SPEC: System Performance Evaluation Cooperative:
• Non-profit organization formed to establish standardized benchmarks
• SPEC ratio: How fast this computer is relative to a Sun Ultra 5_10 at 300 MHz?
• Set of programs to test integer (SPECint92), floating point (SPECfp92), web accesses (SPECweb99), client-server, etc.
Problems with benchmarks:
• Often compilers are optimized for the benchmark – not YOUR program
• Characteristics of THEIR programs may be different than YOUR program
Proper use of benchmarks:
• Use programs typical of expected workload
• Use programs typical of expected class of applications: compilers/editors, scientific applications, games
Using Benchmarks
Weighting each program by its use
Benchmark Comparison Example
Consider the following scenario:
| |Time on Computer A |Time on Computer B |
|Program X |1 |10 |
|Program Y |1000 |100 |
If the two programs were used 50% of the time we could add the use together:
ComputerA = (.5)(1) + (.5)(1000) = 500.5
ComputerB = (.5)(10) + (.5)(100) = 55
ComputerB appears faster than ComputerA!
If the two programs were used 90% and 10% of the time:
ComputerA = (.9)(1) + (.1)(1000) = 100.9
ComputerB = (.9)(10) + (.1)(100) = 19
ComputerB still appears faster than ComputerA!
When would ComputerA appear faster than ComputerB?
1n + 1000(1-n) < 10n + 100(1-n)
1000 + 1n – 1000n < 10n – 100n + 100
900 < 909n
900/909 < n
n > .9900990099
ComputerA = .99(1) + .01(1000) = 10.99
ComputerB = .99(10) + .01(100) = 10.9
Measuring Speed Exercise
1) If computer A runs a program in 10 second and computer B runs the same program in 15 seconds, how much faster is computer A than computer B? Show your equation and your results.
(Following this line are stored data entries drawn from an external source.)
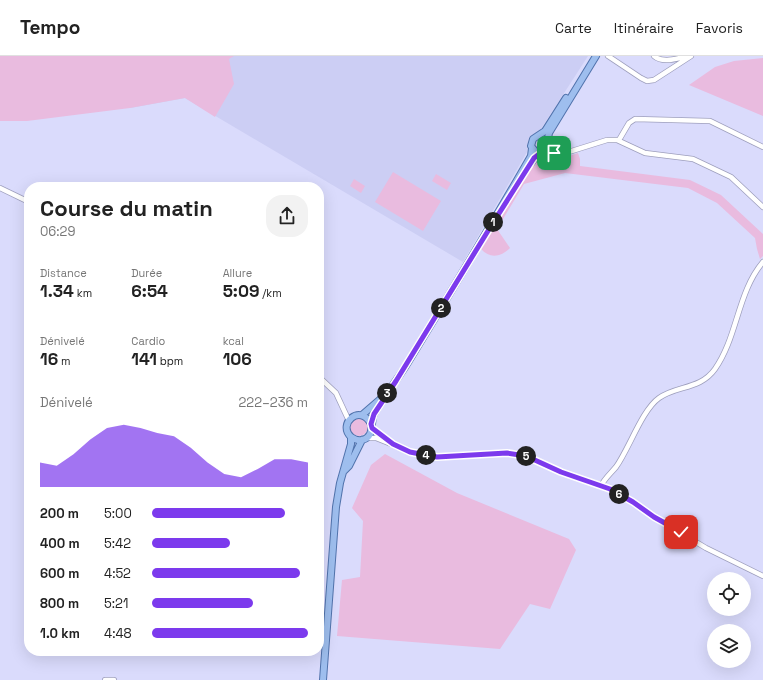 <!DOCTYPE html>
<html lang="fr">
<meta charset="utf-8">
<style>
:root{--surface:#fff;--page:#f2f2f2;--text:#222;--muted:#767676;--line:#e0e0e0;--accent:#7c3aed}
body{margin:0;font-family:"Space Grotesk",sans-serif;background:var(--page);color:var(--text);height:100vh;display:flex;flex-direction:column;font-size:15px;white-space:nowrap}
*{box-sizing:border-box;margin:0}
p{font-size:13px;color:var(--muted)}
.icon{flex:none;width:22px;height:22px;fill:none;stroke:currentColor;stroke-width:2;stroke-linecap:round;stroke-linejoin:round}
.map{position:relative;flex:1;overflow:hidden}
.sheet{position:absolute;left:24px;top:126px;width:300px;height:474px;display:flex;flex-direction:column;background:var(--surface);border-radius:16px;box-shadow:0 4px 16px #0002}
.sheet>*{flex:none}
.buttons{position:absolute;left:707px;top:516px;display:grid;gap:8px}
.buttons a{display:grid;place-items:center;width:44px;height:44px;border-radius:50%;background:var(--surface);box-shadow:0 4px 16px #0002;font-size:20px}
.pin{position:absolute;display:grid;place-items:center;width:34px;height:34px;color:#fff;margin:-17px;border-radius:8px;box-shadow:0 2px 6px #0006}
.km{position:absolute;width:20px;height:20px;margin:-10px;border-radius:50%;background:#222;color:#fff;font-size:11px;line-height:20px;text-align:center}
.round{display:grid;place-items:center;flex:none;width:42px;height:42px;border-radius:16px;background:var(--page)}
.head{display:flex;align-items:center;justify-content:space-between;height:68px;padding:0 16px}
h1{font-size:22px;font-weight:700;line-height:30px}
.figures{display:grid;grid-template-columns:repeat(3,1fr);gap:6px;height:68px;padding:4px 16px}
.figures div{display:grid;align-content:center}
.figures b{font-size:17px;font-weight:700}
.figures small{font-size:11px;font-weight:400}
.figures p{font-size:11px}
.chart{height:112px;padding:8px 16px}
.chart p{display:flex;justify-content:space-between}
.chart svg{width:100%;height:72px;margin-top:4px;fill:var(--accent);opacity:.7}
ul{padding:0 16px;list-style:none;font-size:13px}
li{display:grid;grid-template-columns:64px 48px 1fr;align-items:center;height:30px}
li i{height:10px;border-radius:5px;background:var(--accent)}
header{display:flex;align-items:center;gap:24px;box-sizing:border-box;height:56px;padding:0 20px;background:var(--surface);border-bottom:1px solid var(--line)}
header strong{font-size:19px}
nav{display:flex;gap:22px;margin-inline-start:auto;font-size:14px}
.map>svg:first-child{display:block}
</style>
<header>
<strong>Tempo</strong>
<nav><a>Carte</a><a>Itinéraire</a><a>Favoris</a></nav>
</header>
<div class="map">
<svg width="763" height="624" viewBox="0 0 763 624">
<rect width="100%" height="100%" fill="#dadbfc"/>
<!-- built -->
<path fill="#cccef4" d="M87,0H588L539,76L529,81L527,96L463,206L185,42L130,52Z"/>
<!-- green -->
<path fill="#e9bbdf" d="M0,0H234L229,3L234,28L215,61L185,42L130,52L27,65H0Z
M763,2V60L689,29L715,11L734,5Z
M578,97L580,103V110L690,124L721,139L763,178V200L760,203L757,193L755,182L717,147L688,132L565,117L524,128L497,173L510,192C501,201 490,203 481,193L537,102L547,98L563,102Z
M393,116L441,145L423,175L375,146Z
M436,118L451,127L447,134L432,125Z
M354,123L365,130L361,137L350,130Z
M350 371a9 9 0 1 1 18 0a9 9 0 1 1-18 0Z
M385,398L457,437L569,483L576,494L550,553L530,548L500,593L337,580L342,524L360,521L363,465L352,452L371,409Z"/>
<g fill="none" stroke-linecap="round" stroke-linejoin="round">
<!-- minor casing -->
<g stroke="#9e9fbd" stroke-width="6">
<path id="minor" d="M608,0L641,22L647,25L654,24L691,0
M654,0C663,8 678,2 689,0
M619,84L629,67L635,63L710,65L763,91
M546,93L559,99L607,84H617L645,97L693,103L731,121L763,151
M0,132L29,146
M319,321L336,337L349,365
M372,372L393,388L410,396L420,398L439,401L507,397L519,398L532,402L561,416L610,433L633,446L654,461L706,492L763,520
M366,382H376L391,388
M601,430C604,423 611,417 616,411C629,393 642,354 659,342C677,329 700,334 715,313C738,280 737,237 763,206
M105,624H114"/>
</g>
<!-- major casing -->
<g stroke="#5173ac" stroke-width="8">
<path id="major" d="M535,95L531,90L533,83L545,75L566,42
M531,107L537,99L546,93L549,77L596,0
M362,359L384,340
M371,368C360,347 337,368 351,381C354,383 358,385 362,384C375,381 370,367 374,358C377,352 383,345 387,338C393,328 401,318 407,308C449,239 491,170 531,100L532,92
M344,415L349,410L362,384
M323,624L336,451L340,427L351,388V381"/>
</g>
<!-- minor -->
<use href="#minor" stroke="#fff" stroke-width="4.5"/>
<!-- major -->
<use href="#major" stroke="#9ebeee" stroke-width="6"/>
</g>
<g fill="none" stroke-linecap="round" stroke-linejoin="round">
<!-- route casing -->
<g stroke="#fff" stroke-width="8">
<path id="route" d="M554,97L546,93L534,102L491,170L396,325L374,358L371,368L372,372L393,388L410,396L420,398L437,401L507,397L526,400L561,416L610,433L633,446L654,461L681,476"/>
</g>
<!-- route -->
<use href="#route" stroke="#7c3aed" stroke-width="5"/>
</g>
</svg>
<div class="buttons">
<a><svg class="icon" aria-label="locate" viewBox="0 0 24 24"><circle cx="12" cy="12" r="6"/><path d="M12 2v4M12 18v4M2 12h4M18 12h4"/></svg></a>
<a><svg class="icon" aria-label="layers" viewBox="0 0 24 24"><path d="M12 4l9 5-9 5-9-5zM3 14l9 5 9-5"/></svg></a>
</div>
<div class="pin" style="left:554px;top:97px;background:#1e9e55"><svg class="icon" aria-label="arrive" viewBox="0 0 24 24"><path d="M6 21V4h12l-3 4 3 4H6"/></svg></div>
<div class="pin" style="left:681px;top:476px;background:#d93025"><svg class="icon" aria-label="check" viewBox="0 0 24 24"><path d="M5 12l5 5 9-10"/></svg></div>
<b class="km" style="left:493px;top:166px">1</b>
<b class="km" style="left:441px;top:252px">2</b>
<b class="km" style="left:387px;top:337px">3</b>
<b class="km" style="left:426px;top:399px">4</b>
<b class="km" style="left:526px;top:400px">5</b>
<b class="km" style="left:619px;top:438px">6</b>
<section class="sheet">
<div class="head"><div><h1>Course du matin</h1><p>06:29</p></div><a class="round"><svg class="icon" aria-label="share" viewBox="0 0 24 24"><path d="M12 15V3M7 8l5-5 5 5M5 13v7h14v-7"/></svg></a></div>
<div class="figures">
<div><p>Distance</p><b>1.34<small> km</small></b></div>
<div><p>Durée</p><b>6:54</b></div>
<div><p>Allure</p><b>5:09<small> /km</small></b></div>
</div>
<div class="figures">
<div><p>Dénivelé</p><b>16<small> m</small></b></div>
<div><p>Cardio</p><b>141<small> bpm</small></b></div>
<div><p>kcal</p><b>106</b></div>
</div>
<div class="chart"><p><span>Dénivelé</span>222–236 m</p>
<svg viewBox="0 0 160 44" preserveAspectRatio="none"><path d="M0 44V29L10 31L20 24L30 15L40 8L50 6L60 8L70 11L80 13L90 20L100 29L110 36L120 38L130 33L140 27L150 27L160 29V44z"/></svg>
</div>
<ul>
<li><b>200 m</b>5:00<i style="width:85%"></i></li>
<li><b>400 m</b>5:42<i style="width:50%"></i></li>
<li><b>600 m</b>4:52<i style="width:95%"></i></li>
<li><b>800 m</b>5:21<i style="width:65%"></i></li>
<li><b>1.0 km</b>4:48<i style="width:100%"></i></li>
</ul>
</section>
</div>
2) Compare the performance of the two computers:
Computer A: CPI=1.2 #instructions=100 Clock rate=2GHz
Computer B: CPI=1.5 #instructions=120 Clock rate=2.2GHz
3) A new computer design improves the clock rate from 2 GHz to 2.5 GHz, but has a lower efficiency in the CPI of 1.6 instead of 1.3 due to memory access bottlenecks. The compiler remains the same. Is the computer worth building?
4) A given application written in Java runs 15 seconds on a desktop processor. A new Java compiler is released that requires only 60% as many instructions as the old compiler. Unfortunately, it increases CPI by 10%. How fast can we expect the new application to run using this new compiler?
5) Suppose you are comparing four different desktop computers: an Apple MacIntosh, and 3 PC-compatible computers: an AMD processor and a Pentium 4 and Pentium 5. Assume the PC-compatible computers all use the same compiler, and the Pentium 4 and 5 have the same architecture. Are the following statements true or false, and why?
5a) The fastest computer will be the one with the highest clock rate.
5b) Since all PCs use the same Intel-compatible instruction set and compiler, they therefore execute the same number of instructions for any program. The fastest PC will be the one with the highest clock rate.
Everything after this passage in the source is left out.